* **DIRECTIONS FOR THIS TASK**: Report each line of the listing below that holds "evenodd".

* **PROVIDED DATA**:

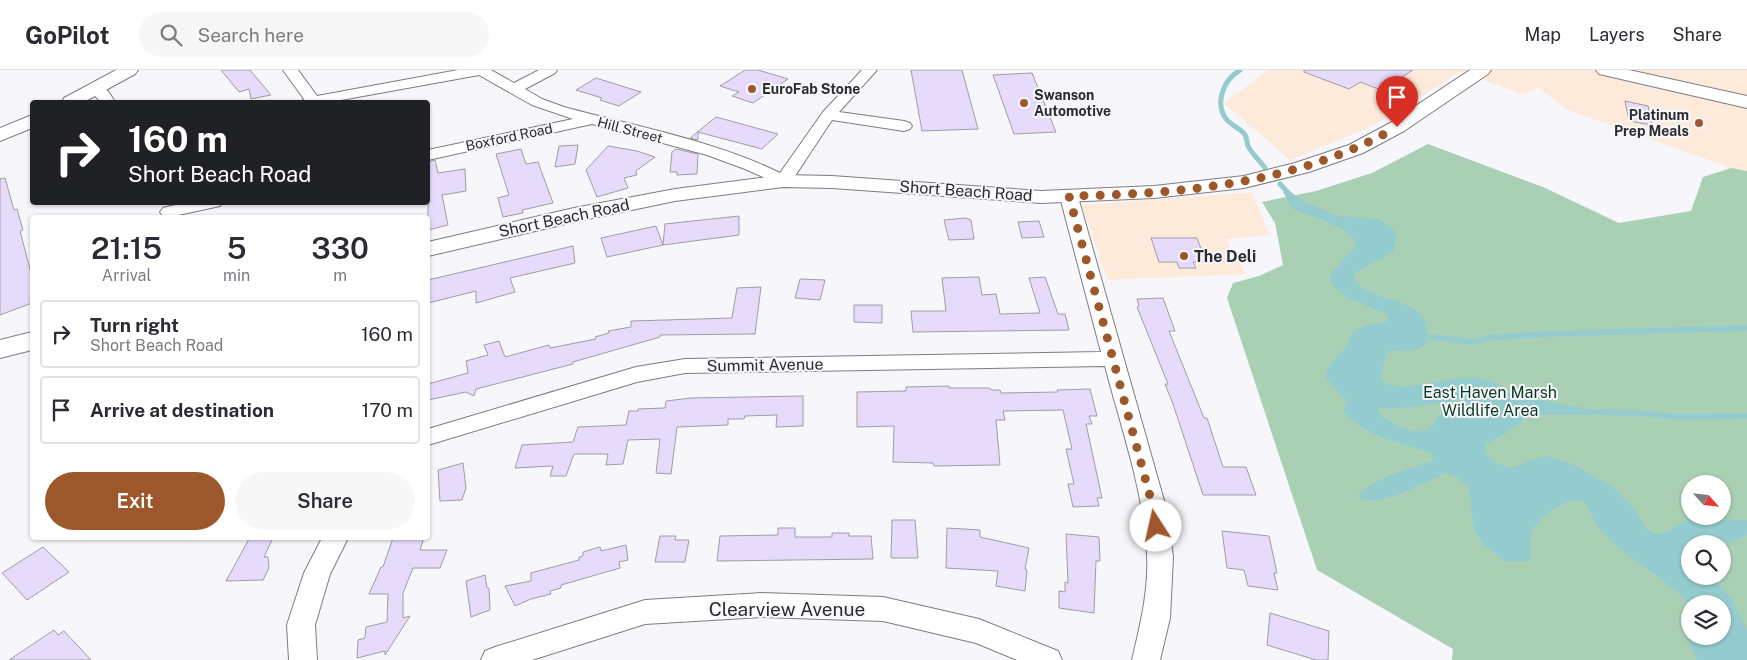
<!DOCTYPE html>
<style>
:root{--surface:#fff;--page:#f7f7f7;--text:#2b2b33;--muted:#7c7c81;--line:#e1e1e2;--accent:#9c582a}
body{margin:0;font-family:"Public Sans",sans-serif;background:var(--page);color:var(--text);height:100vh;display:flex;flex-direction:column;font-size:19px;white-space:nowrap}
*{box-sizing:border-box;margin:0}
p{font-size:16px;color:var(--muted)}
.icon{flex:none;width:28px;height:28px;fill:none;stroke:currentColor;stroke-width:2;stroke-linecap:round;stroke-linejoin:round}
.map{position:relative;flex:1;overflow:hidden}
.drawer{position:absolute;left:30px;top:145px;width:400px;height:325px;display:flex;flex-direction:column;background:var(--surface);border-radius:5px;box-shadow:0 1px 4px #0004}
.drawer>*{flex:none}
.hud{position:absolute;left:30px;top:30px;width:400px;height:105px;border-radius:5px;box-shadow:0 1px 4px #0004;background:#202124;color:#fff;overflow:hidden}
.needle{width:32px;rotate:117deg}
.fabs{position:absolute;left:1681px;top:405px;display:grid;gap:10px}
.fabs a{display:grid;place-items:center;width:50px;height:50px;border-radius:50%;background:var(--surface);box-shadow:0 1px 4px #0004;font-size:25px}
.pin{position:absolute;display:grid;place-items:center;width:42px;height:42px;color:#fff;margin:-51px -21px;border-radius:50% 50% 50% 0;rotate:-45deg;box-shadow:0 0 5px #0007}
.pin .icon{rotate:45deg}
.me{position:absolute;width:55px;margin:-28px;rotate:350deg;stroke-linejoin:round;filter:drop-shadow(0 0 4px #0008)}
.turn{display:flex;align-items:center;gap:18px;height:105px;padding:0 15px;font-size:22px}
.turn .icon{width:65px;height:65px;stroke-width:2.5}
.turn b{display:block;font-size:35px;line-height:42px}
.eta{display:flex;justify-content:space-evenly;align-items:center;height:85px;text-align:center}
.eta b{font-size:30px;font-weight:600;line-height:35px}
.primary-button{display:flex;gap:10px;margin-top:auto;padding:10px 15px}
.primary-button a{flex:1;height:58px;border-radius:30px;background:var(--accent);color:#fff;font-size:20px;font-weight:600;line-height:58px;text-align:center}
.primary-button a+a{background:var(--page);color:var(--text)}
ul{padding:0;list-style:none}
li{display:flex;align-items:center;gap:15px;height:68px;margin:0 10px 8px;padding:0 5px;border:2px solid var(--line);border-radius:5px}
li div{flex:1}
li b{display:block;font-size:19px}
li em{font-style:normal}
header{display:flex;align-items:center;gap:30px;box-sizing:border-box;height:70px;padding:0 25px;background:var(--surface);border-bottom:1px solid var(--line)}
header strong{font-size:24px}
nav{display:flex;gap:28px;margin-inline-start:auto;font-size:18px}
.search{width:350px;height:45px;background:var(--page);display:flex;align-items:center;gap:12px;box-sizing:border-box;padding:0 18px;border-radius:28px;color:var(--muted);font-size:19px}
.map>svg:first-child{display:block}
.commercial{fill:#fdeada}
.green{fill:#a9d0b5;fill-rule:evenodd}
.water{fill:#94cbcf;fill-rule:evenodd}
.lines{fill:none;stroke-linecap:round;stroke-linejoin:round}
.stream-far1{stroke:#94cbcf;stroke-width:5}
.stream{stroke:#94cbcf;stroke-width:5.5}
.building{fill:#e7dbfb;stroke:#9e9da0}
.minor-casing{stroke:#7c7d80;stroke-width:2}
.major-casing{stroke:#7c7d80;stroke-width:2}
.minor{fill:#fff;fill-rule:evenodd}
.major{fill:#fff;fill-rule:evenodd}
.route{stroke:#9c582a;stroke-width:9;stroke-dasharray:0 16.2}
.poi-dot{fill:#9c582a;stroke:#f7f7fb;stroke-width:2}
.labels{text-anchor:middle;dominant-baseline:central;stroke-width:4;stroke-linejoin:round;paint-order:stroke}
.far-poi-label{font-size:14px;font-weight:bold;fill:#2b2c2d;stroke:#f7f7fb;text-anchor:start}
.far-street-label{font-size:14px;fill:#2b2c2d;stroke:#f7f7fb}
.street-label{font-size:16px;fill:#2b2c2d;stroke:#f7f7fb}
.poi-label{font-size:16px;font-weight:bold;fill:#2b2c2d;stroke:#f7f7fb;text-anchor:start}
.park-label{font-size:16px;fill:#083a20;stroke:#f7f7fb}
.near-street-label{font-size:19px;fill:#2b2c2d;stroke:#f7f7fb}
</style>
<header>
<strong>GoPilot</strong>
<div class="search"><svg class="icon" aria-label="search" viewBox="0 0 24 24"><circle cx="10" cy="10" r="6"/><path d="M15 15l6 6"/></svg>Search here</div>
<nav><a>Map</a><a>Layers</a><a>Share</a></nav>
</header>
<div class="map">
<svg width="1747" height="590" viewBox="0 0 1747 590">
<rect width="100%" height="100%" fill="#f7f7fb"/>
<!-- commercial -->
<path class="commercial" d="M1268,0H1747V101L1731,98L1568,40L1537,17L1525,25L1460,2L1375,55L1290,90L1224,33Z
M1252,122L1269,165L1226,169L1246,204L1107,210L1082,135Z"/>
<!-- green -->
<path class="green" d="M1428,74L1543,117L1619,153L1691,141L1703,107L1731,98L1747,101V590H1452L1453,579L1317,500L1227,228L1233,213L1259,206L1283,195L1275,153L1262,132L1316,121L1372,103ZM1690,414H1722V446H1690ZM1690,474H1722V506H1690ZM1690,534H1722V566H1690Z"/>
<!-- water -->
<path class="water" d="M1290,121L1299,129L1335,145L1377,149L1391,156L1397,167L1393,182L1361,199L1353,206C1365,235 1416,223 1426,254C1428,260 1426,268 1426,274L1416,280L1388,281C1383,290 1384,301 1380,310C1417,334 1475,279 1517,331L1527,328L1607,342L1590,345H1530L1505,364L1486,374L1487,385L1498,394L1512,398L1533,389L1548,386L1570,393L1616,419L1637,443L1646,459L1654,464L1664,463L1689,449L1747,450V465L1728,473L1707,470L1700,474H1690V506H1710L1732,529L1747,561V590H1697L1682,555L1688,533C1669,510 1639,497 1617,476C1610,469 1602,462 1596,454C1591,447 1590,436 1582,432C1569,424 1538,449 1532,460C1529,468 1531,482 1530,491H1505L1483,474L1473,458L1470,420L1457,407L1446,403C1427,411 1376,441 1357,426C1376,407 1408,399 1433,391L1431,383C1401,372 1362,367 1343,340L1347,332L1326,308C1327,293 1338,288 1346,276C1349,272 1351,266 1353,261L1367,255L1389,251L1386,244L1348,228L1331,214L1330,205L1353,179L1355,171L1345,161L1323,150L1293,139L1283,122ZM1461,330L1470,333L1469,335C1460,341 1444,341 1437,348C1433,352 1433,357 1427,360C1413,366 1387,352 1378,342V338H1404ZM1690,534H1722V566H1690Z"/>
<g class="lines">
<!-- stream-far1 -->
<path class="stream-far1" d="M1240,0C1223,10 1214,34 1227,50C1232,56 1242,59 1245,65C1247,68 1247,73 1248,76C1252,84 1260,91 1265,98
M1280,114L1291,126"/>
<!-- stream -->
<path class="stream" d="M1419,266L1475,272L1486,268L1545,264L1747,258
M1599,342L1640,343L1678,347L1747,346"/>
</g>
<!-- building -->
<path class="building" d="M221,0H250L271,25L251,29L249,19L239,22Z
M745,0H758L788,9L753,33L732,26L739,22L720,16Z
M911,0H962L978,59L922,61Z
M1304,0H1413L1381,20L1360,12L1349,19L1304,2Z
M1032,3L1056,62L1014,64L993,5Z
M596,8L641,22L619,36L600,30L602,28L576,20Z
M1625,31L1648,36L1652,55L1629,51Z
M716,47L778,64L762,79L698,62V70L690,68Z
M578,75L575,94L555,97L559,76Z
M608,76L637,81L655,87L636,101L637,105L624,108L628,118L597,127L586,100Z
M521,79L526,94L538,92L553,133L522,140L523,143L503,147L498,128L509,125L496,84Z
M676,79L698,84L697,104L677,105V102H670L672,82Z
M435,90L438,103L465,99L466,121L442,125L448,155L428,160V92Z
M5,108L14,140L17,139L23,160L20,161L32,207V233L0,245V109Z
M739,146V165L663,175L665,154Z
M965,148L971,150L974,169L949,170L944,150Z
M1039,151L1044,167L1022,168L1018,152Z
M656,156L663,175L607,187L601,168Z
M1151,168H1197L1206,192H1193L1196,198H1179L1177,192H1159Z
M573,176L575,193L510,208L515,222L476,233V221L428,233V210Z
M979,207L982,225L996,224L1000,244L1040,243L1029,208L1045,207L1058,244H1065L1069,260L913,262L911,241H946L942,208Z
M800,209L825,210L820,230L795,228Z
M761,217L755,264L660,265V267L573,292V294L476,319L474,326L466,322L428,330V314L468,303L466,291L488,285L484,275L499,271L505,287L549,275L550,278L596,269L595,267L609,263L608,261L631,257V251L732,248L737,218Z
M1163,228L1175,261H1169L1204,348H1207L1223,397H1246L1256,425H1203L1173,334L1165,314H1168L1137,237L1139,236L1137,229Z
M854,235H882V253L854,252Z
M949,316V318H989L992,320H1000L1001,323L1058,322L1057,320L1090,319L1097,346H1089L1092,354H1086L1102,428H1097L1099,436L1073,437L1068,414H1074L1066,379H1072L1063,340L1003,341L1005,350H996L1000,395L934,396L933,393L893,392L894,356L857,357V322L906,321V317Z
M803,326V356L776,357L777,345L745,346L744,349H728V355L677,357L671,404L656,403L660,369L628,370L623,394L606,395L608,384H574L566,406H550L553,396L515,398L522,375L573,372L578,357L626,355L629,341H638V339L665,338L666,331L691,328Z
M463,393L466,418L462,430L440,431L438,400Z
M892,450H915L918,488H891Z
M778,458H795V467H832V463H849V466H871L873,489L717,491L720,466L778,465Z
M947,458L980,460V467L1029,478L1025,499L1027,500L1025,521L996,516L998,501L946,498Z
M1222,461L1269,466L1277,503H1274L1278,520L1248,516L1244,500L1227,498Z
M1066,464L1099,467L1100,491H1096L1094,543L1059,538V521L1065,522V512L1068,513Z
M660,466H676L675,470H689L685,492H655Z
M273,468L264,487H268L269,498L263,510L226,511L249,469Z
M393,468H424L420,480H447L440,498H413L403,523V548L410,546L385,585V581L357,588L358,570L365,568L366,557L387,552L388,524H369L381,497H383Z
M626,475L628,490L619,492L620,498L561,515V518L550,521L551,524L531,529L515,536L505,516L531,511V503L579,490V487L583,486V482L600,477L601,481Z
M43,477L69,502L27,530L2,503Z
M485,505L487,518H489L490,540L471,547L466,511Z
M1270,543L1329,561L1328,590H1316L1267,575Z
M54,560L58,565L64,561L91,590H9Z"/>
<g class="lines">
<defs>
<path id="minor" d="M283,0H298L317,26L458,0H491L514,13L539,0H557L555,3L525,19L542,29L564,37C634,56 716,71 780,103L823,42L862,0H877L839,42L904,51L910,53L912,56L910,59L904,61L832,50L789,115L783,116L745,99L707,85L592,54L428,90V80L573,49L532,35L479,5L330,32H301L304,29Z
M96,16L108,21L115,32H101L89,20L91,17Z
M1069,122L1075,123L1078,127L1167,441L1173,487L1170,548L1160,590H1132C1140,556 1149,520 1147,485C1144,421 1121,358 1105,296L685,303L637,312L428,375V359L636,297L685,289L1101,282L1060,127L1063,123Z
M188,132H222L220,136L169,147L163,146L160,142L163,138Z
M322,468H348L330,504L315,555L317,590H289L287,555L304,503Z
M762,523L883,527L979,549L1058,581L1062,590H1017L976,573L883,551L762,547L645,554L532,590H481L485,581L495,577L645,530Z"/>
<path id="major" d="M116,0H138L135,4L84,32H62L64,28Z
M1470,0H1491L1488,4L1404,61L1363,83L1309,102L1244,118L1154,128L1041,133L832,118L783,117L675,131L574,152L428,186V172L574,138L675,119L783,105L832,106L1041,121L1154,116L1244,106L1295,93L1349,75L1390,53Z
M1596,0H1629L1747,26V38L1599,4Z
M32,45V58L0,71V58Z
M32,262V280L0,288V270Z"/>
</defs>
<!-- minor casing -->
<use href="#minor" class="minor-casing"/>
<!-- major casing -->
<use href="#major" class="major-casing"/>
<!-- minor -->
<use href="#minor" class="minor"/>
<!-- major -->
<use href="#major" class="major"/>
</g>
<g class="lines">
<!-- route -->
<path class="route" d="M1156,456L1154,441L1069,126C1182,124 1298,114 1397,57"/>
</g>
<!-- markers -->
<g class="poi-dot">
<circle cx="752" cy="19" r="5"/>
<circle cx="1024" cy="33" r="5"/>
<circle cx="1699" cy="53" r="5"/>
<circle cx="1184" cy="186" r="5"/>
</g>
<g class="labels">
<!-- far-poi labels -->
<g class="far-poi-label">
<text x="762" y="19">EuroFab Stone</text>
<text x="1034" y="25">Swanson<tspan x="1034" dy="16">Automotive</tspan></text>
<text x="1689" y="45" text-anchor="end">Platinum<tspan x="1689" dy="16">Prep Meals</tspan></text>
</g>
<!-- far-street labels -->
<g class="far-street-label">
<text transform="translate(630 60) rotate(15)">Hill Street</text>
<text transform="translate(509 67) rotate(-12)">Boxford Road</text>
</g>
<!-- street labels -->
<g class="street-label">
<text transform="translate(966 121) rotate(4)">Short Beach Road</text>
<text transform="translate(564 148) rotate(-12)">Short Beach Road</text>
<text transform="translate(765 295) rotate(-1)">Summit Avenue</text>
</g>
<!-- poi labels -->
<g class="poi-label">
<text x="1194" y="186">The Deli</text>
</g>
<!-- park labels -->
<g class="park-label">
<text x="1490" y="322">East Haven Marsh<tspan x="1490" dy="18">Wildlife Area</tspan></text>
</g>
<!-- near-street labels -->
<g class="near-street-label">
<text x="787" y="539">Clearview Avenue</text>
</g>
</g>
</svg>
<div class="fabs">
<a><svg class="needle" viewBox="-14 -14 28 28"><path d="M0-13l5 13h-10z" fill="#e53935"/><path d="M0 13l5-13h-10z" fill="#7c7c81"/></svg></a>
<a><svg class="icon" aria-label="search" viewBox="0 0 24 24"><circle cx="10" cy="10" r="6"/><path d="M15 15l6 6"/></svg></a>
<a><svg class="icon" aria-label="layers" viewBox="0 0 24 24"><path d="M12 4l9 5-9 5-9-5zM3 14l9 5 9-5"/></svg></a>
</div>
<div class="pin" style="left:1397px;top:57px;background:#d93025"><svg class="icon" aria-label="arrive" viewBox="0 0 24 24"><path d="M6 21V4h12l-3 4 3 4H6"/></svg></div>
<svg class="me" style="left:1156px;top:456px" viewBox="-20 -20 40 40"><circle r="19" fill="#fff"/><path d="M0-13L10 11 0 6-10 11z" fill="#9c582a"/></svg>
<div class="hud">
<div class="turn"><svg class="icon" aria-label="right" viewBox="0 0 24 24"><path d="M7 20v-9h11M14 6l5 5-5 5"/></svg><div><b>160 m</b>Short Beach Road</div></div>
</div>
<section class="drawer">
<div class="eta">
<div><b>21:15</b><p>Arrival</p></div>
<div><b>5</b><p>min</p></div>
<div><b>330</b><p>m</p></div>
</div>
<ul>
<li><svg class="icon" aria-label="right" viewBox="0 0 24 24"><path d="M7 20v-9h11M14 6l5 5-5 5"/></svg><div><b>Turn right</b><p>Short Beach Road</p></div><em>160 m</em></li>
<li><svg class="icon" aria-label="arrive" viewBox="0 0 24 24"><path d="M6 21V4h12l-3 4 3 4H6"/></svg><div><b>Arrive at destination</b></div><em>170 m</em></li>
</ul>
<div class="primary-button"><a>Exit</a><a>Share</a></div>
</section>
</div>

* **ANSWER BOX**:
.green{fill:#a9d0b5;fill-rule:evenodd}
.water{fill:#94cbcf;fill-rule:evenodd}
.minor{fill:#fff;fill-rule:evenodd}
.major{fill:#fff;fill-rule:evenodd}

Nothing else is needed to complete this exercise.